I'm tying to understand distributional derivatives. That's why I'm trying to calculate the distributional derivative of $|x|$, but I got a little confused.
I know that a weak derivative would be $\operatorname{sgn}(x)$, but not only I'm not finding that one in my calculations, I ended up with a wrong solution and in my other attempt I got
stuck pretty quickly.
Could someone tell me where my error in reasoning occurs or what I missed?
First attempt
$$
(T_{|x|}(\phi))' = T_{|x|'}(\phi)
=\int_{\mathbb{R}_+} \phi(x) dx – \int_{\mathbb{R}_-} \phi(x) dx = const.
$$
Second attempt
$$
(T_{|x|}(\phi))' = -T_{|x|}(\phi') = -\int_\mathbb{R} |x| \phi'(x) dx
=-\int_{\mathbb{R}_+} x \phi'(x) dx + \int_{\mathbb{R}_-} x \phi'(x) dx
$$
Best Answer
Given a test function $\phi$, the goal is to rewrite $-\int |x|\phi'(x)\,dx$ so that it has $\phi$ in it instead of $\phi'$. Split into two integrals over positive and negative half-axes; then integrate by parts.

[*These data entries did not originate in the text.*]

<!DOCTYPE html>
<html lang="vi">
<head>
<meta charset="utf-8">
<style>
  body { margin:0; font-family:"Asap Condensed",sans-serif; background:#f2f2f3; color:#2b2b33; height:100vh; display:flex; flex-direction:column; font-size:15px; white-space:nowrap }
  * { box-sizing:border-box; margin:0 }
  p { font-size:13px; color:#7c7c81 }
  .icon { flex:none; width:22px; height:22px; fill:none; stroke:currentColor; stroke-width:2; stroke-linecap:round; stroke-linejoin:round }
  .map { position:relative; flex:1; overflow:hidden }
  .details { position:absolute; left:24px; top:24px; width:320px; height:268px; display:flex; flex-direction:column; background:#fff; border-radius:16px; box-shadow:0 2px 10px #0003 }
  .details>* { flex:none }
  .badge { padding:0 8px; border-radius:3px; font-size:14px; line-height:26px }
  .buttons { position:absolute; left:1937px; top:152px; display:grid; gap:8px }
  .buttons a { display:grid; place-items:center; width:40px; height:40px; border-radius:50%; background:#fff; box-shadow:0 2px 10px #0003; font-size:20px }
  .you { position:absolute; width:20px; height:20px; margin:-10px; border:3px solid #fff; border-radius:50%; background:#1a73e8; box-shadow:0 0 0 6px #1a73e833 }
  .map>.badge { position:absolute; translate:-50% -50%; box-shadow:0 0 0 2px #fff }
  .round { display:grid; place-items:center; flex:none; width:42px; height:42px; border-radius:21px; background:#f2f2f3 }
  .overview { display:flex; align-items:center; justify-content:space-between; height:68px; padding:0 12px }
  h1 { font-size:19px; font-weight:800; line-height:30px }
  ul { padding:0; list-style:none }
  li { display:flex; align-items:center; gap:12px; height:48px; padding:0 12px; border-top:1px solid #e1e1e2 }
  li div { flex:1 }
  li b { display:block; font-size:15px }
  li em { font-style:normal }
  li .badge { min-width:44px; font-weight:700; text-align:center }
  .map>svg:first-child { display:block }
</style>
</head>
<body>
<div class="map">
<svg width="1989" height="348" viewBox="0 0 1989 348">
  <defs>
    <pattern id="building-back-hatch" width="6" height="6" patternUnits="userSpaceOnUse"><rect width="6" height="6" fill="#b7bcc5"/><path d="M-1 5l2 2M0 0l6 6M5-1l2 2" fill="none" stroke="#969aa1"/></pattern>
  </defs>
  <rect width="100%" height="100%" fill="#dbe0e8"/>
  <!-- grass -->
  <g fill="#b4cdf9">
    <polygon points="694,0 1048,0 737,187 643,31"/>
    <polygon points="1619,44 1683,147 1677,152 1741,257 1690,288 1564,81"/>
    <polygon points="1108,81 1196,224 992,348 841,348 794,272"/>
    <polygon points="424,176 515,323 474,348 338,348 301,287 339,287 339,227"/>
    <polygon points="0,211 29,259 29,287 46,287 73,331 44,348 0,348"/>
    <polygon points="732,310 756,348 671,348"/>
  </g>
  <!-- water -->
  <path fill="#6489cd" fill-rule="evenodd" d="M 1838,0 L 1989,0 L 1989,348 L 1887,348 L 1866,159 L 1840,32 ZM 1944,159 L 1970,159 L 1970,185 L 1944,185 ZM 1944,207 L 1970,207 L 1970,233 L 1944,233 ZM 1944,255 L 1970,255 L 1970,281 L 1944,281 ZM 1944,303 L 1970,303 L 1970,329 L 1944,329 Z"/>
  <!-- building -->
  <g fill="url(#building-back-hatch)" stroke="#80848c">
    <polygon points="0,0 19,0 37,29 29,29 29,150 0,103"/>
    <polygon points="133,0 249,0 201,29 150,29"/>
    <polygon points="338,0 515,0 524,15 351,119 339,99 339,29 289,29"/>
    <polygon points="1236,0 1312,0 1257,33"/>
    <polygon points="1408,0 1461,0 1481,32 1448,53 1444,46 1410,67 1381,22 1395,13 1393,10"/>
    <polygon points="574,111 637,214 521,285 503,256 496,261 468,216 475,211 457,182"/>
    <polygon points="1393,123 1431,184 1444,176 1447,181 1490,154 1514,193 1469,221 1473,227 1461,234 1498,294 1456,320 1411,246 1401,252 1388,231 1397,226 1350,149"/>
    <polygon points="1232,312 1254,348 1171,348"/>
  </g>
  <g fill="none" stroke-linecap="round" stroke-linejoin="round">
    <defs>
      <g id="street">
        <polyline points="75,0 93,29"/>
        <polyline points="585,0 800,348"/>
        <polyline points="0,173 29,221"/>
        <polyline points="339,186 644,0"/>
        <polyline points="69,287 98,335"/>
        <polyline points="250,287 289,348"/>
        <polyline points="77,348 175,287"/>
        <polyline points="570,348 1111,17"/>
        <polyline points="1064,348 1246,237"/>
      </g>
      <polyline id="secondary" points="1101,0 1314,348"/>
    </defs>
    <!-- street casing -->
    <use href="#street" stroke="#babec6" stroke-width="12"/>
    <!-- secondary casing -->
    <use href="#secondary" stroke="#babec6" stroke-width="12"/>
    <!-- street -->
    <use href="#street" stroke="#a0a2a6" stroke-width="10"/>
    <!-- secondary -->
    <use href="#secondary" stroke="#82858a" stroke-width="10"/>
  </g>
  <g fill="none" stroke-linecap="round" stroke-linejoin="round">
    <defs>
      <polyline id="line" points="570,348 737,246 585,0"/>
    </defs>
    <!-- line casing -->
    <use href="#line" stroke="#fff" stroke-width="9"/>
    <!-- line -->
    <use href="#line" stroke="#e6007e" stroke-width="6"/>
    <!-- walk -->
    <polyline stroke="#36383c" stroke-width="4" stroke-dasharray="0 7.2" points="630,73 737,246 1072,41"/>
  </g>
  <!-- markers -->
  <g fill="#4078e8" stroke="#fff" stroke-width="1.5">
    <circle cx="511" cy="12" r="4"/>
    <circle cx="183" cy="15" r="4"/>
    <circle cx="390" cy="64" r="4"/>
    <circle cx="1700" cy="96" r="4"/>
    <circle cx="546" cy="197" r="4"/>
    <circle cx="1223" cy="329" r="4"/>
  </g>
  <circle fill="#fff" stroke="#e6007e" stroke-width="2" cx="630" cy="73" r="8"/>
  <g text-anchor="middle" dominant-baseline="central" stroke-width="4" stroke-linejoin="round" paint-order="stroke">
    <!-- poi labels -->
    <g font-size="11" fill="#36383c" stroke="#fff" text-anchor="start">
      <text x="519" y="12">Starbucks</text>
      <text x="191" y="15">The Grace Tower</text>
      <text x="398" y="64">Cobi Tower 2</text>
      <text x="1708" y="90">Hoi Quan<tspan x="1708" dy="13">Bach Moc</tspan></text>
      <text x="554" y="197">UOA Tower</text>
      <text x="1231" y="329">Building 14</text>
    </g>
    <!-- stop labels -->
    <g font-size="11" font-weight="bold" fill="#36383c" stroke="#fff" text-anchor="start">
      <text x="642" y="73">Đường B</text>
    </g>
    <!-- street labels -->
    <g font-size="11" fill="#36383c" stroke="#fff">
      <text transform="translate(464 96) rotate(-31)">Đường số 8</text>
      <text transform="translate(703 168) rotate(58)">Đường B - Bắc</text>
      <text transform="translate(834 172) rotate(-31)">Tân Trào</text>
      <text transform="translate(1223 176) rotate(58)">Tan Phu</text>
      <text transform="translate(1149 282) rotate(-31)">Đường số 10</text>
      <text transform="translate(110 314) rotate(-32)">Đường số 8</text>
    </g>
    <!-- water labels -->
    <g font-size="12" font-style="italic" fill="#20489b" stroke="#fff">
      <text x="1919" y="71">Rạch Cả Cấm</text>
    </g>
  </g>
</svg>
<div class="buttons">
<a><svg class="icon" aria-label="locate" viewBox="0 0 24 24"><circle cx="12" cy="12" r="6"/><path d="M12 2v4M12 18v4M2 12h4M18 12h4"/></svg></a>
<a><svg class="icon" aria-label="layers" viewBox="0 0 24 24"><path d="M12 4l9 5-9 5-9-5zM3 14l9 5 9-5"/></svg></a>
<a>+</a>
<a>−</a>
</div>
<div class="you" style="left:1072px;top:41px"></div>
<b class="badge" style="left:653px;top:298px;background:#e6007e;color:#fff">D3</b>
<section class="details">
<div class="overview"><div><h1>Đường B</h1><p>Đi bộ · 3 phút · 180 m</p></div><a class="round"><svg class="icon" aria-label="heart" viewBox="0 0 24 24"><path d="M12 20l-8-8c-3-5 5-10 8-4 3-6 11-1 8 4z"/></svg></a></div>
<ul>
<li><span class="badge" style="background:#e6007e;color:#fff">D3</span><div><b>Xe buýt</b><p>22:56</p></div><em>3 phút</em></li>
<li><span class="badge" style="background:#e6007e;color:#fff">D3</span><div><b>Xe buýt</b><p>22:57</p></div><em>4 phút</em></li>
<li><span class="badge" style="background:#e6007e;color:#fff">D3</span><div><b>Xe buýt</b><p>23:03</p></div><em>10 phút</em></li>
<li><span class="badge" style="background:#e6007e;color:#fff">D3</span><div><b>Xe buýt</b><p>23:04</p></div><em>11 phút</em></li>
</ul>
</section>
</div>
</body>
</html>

The result: $$ \int_{-\infty}^0 x\phi'(x)\,dx - \int_0^{\infty} x\phi'(x)\,dx = -\int_{-\infty}^0 \phi(x)\,dx + \int_0^{\infty} \phi(x)\,dx = \int_\mathbb{R} \operatorname{sgn}x \,\phi(x)\,dx $$ which establishes the claim $|x|'=\operatorname{sgn}x$.
It's difficult to evaluate your attempted solutions, because they contain no words, and no steps that I can recognize as integration by parts.